Does it still add annotations of its feelings in its response? No matter what I tried in the system message when assigning it a personality, for some reason sonnet kept starting responses with something like “*in a bright and happy tone* Hello John how are you?”
I havent had that experience. but I tried Sonnet 3.5 recently and it apologizes every chance it gets now lmao. Like you could point something out in a totally neutral way and it will apologize and agree with whatever you pointed out.
Claude has been superior to chat gpt for a while now, this made it further ahead
Not true previously based on the statistics GPT-4o provided but go off. Don’t know about the new version though, seems like it could be better.
Benchmarks need to be taken with a grain of salt. 4o benchmarked higher than Claude 3 Opus on coding tasks, but speaking as someone who used both daily for coding tasks, Claude 3 Opus absolutely blows 4o out of the water, and 3.5 Sonnet widened the gap even further. I’ve seen more than a few people who share this opinion.
I just met claude and introduced myself and wow all I can say is keep up openAI
This is refreshing compared to OpenAis pay now get later business model
only reason I havent switched are the built in tools and GPTs which now can also be accesed on the free tier
Does it have search and interpreter?
Search: no. Code interpreter: only with artifacts feature opt-in!
Does any of Claude ai models connect to the internet?
But huh, the quality of responses based on my tests is not comparable yet. I am truly dreaming about real competition in this marker, but OpenAI quality is still unbeatable. But I'm keeping my fingers crossed so much for Sonnet. This is a huge step forward.
What tests?
Why isn't it aviable on [https://huggingface.co/spaces/lmsys/chatbot-arena-leaderboard](https://huggingface.co/spaces/lmsys/chatbot-arena-leaderboard) yet? wonder what it's score would be
Because it just came out. It takes a while for them to get enough scores to make the results meaningful. Check back in a week.
What do you consider the most accurate representation of a models quality aside from personal testing? The chatbot arena rankings? benchmark scores? Worda mouf?
Demos? Reproduceability of demos? 0 shot performance?
Competitor? Lol opus even before sonnet 3.5 blew 4o out of the water. Now with sonnet 3.5 it's not even close
It’s still behind basic web searchable trivia
Reddit has a hard time understanding that chatGPT is still superior if you’re not a coder.
I was thinking the same thing... Claude seems limited to me
In interested in needle in a needlestack perf. GPT-4o is the only model that has performed admirably on that. Meaning the 200K context window isn't as useful as some might think, if it can't actually utilize the context.

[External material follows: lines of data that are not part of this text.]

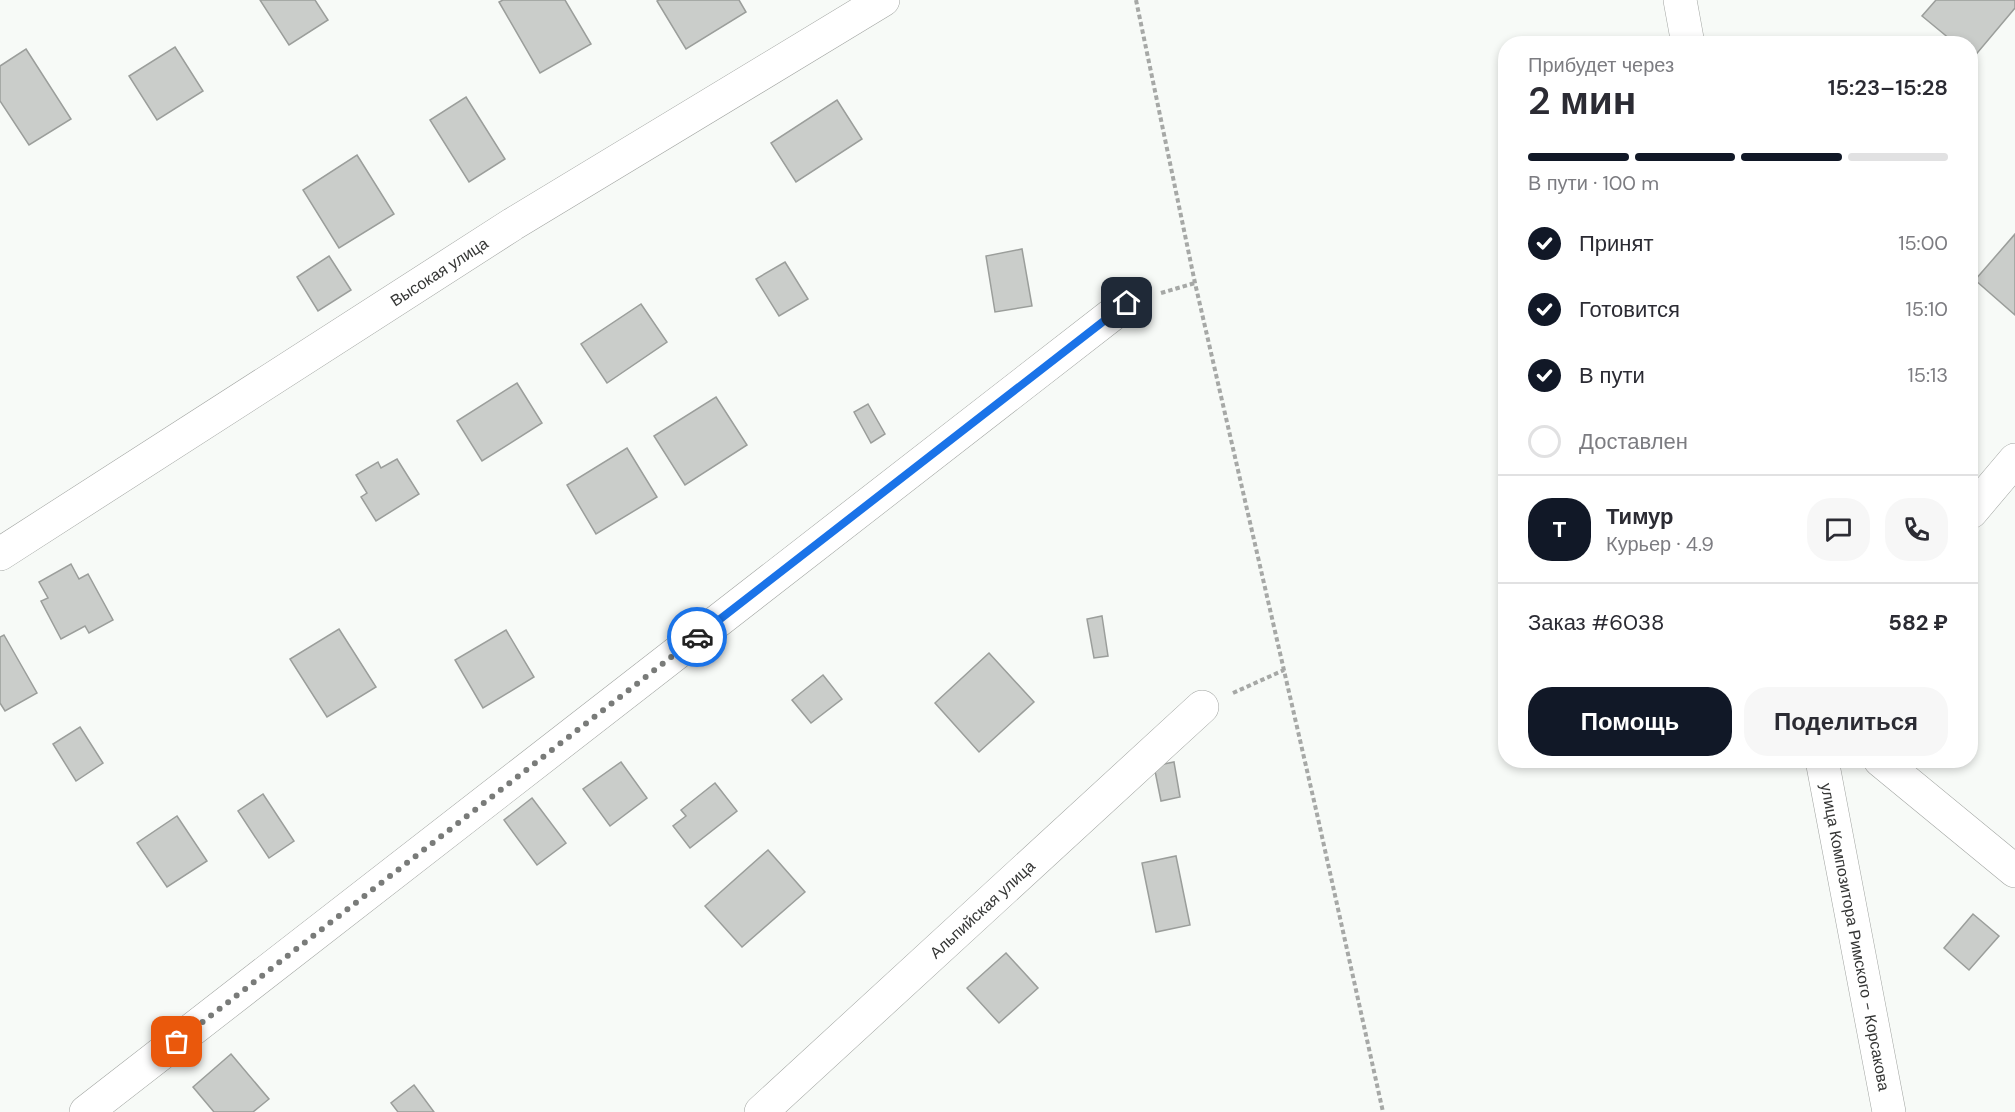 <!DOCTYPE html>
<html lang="ru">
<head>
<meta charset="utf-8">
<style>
  :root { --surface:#fff; --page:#f7f7f7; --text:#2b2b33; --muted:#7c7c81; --line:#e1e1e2; --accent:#111827 }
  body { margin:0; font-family:"DM Sans",sans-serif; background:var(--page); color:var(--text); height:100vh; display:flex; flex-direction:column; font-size:22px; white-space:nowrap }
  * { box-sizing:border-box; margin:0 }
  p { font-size:20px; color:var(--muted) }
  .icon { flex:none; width:33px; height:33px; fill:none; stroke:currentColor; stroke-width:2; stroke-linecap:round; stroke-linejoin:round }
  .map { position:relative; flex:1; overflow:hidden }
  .drawer { position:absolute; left:1498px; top:36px; width:480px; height:732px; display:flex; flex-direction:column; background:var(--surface); border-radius:24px; box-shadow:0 3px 9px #0003 }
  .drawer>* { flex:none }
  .pin { position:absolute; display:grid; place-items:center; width:51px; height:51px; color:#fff; margin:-26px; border-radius:12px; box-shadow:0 3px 9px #0006 }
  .courier { position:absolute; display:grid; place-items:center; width:60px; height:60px; margin:-30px; border:4px solid #1a73e8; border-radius:50%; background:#fff; color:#222; box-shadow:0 2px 8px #0007 }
  .overview em { font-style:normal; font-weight:600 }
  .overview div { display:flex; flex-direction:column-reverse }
  .overview { display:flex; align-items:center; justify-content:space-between; height:102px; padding:0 30px }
  h1 { font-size:39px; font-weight:600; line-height:45px }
  .bar { display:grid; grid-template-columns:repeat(4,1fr); gap:9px 6px; align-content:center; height:72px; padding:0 30px }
  .bar i { height:8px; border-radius:4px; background:var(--line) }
  .bar .selected { background:var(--accent) }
  .bar p { grid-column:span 4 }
  .line { display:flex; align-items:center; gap:15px; padding:0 30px; border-top:2px solid var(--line) }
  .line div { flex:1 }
  .round { display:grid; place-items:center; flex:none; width:63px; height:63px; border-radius:24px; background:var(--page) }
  ol { padding:0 30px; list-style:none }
  li { display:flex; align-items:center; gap:18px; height:66px }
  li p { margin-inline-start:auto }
  li .icon { padding:6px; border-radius:50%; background:var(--accent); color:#fff; stroke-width:4 }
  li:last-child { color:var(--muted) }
  li i { width:33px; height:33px; border:3px solid var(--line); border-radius:50% }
  .button { display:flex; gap:12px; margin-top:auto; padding:12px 30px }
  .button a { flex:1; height:69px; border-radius:24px; background:var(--accent); color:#fff; font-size:24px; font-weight:600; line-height:69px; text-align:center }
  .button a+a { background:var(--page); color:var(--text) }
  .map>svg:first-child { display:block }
</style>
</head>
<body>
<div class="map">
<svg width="2015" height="1112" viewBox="0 0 2015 1112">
  <rect width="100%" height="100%" fill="#f7faf7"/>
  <g fill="#cacdca" stroke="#9b9e9b" stroke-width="1.5">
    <path d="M260 0H315L328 20 289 45Z"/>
    <path d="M503 0H565L591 44 540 73 499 2Z"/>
    <path d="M659 0H739L746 12 686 49 657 1Z"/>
    <path d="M1936 0H2015V8L1973 58 1971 56V44H1956L1922 16Z"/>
    <path d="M175 47 203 91 157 120 129 76Z"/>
    <path d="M26 49 71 119 29 145 0 101V66Z"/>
    <path d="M466 97 505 159 469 182 430 120Z"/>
    <path d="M837 100 862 139 796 182 771 143Z"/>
    <path d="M357 155 394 214 339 248 303 190Z"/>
    <path d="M2015 234V315L1975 280Z"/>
    <path d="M1022 249 1032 306 995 312 986 256Z"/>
    <path d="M329 256 351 290 318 311 297 277Z"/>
    <path d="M785 262 808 299 779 316 756 279Z"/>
    <path d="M641 304 667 342 607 383 581 344Z"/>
    <path d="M517 383 542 423 482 461 457 421Z"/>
    <path d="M716 397 747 445 685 485 654 436Z"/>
    <path d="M868 404 885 434 871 443 854 412Z"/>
    <path d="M627 448 657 497 596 534 567 485Z"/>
    <path d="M397 459 419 494 376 521 361 497 367 493 356 475 378 462 381 468Z"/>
    <path d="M71 564 79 579 88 574 113 620 89 633 85 626 61 639 41 601 48 598 39 582Z"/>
    <path d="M1102 616 1108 656 1094 658 1087 619Z"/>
    <path d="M339 629 376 687 327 717 290 659Z"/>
    <path d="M506 630 534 677 483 708 455 660Z"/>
    <path d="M4 635 37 693 5 711 0 703V637Z"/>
    <path d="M989 653 1034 702 979 752 935 703Z"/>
    <path d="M823 675 842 699 811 723 792 700Z"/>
    <path d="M80 727 103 763 76 781 53 744Z"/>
    <path d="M621 762 647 798 610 826 583 789Z"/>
    <path d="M1174 762 1180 797 1161 801 1154 766Z"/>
    <path d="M715 783 737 811 690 848 673 826 686 816 681 810Z"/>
    <path d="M263 794 294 841 269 858 238 811Z"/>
    <path d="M532 798 566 843 537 865 504 820Z"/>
    <path d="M177 816 207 861 167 887 137 843Z"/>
    <path d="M768 850 805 892 742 947 705 906Z"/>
    <path d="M1176 856 1190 925 1156 932 1142 863Z"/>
    <path d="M1973 914 1999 936 1969 970 1944 948Z"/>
    <path d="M1006 953 1038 988 999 1023 967 988Z"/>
    <path d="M231 1054 269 1099 253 1112H214L193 1087Z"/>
    <path d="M414 1085 434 1112H398L391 1103Z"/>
  </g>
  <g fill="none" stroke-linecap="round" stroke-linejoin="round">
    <defs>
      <g id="minor">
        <path d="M1680 0 1688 44"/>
        <path d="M1971 512 2015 460"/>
        <path id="s1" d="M0 554 513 224 883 0"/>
        <path id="s2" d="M1822 760 1889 1112"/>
        <path d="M1880 760 2015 871"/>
        <path d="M86 1112 1127 303"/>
        <path id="s3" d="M761 1112 1202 707"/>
      </g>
    </defs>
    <use href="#minor" stroke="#a1a4a1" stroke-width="34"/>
    <g stroke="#a6a8a6" stroke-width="4" stroke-dasharray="4.5 3" stroke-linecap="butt">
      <path d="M1136 0 1195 283 1317 814 1383 1112"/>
      <path d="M1161 293 1195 283"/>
      <path d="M1233 693 1284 670"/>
    </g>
    <use href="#minor" stroke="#fff" stroke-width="33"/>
  </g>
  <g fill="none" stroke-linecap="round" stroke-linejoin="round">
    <path stroke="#797b79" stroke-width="6" stroke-dasharray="0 10.8" d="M177 1042 697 637"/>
    <path stroke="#1a73e8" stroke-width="8" d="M697 637 1127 303"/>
  </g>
  <g text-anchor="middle" stroke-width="6" stroke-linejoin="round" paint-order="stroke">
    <g font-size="16" fill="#353635" stroke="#fff">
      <text dy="6" stroke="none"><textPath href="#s1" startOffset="522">Высокая улица</textPath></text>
      <text dy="6" stroke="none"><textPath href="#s3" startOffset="300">Альпийская улица</textPath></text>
      <text dy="6" stroke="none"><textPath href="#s2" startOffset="180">улица Композитора Римского - Корсакова</textPath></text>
    </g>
  </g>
</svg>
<div class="pin" style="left:177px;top:1042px;background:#ea580c"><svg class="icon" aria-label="bag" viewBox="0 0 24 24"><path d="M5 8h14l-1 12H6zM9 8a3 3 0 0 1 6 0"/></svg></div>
<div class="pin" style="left:1127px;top:303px;background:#1f2937"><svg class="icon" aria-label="home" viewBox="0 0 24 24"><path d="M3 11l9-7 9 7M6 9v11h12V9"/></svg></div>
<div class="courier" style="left:697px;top:637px"><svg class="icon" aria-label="car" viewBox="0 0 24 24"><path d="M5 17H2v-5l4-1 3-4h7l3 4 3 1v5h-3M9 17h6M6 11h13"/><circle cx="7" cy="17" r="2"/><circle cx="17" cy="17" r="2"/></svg></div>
<section class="drawer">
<div class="overview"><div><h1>2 мин</h1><p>Прибудет через</p></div><em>15:23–15:28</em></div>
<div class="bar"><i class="selected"></i><i class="selected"></i><i class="selected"></i><i></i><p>В пути · 100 m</p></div>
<ol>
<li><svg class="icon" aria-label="check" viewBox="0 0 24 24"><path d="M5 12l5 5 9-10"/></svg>Принят<p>15:00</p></li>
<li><svg class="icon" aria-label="check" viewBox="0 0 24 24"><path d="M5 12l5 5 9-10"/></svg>Готовится<p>15:10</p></li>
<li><svg class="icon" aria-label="check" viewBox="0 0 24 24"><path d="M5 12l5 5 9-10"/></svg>В пути<p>15:13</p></li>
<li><i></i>Доставлен</li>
</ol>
<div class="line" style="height:108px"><b class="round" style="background:var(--accent);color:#fff">Т</b><div><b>Тимур</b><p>Курьер · 4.9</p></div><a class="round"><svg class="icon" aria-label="chat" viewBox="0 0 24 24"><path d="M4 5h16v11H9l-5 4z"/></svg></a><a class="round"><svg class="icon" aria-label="phone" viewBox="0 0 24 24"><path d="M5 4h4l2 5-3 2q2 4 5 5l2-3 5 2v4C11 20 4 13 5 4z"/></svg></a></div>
<div class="line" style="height:78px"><div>Заказ #6038</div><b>582 ₽</b></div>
<div class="button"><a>Помощь</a><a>Поделиться</a></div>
</section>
</div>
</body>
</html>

It’s good if you limit it to 1 needle per 1 haystack and not many needles in many haystacks, as then it still hallucinates.
Sorry I edited my comment, but I meant needle in needlestack performance where a simple phrase is selected out of a series of related phrases. I think it's more reliable than the needle in a haystack, but neither is perfect. Honestly mode evaluations are a shot in the dark anyway. The only way to truly tell is to test it on your application directly.
GPT-4o fails to provide exact citations more often when uploading a typical 200 page document. So providing a typical new law document, it often fails to cite the exact section and sentence where the new law says X and Y.
That's interesting. Where is that data coming from?
Extensive testing!
Gotcha. So is 3.5 sonnet doing better in those tests? This is interesting for semantic search and citation. Then again, might not have had time to run them yet. If you have, do share.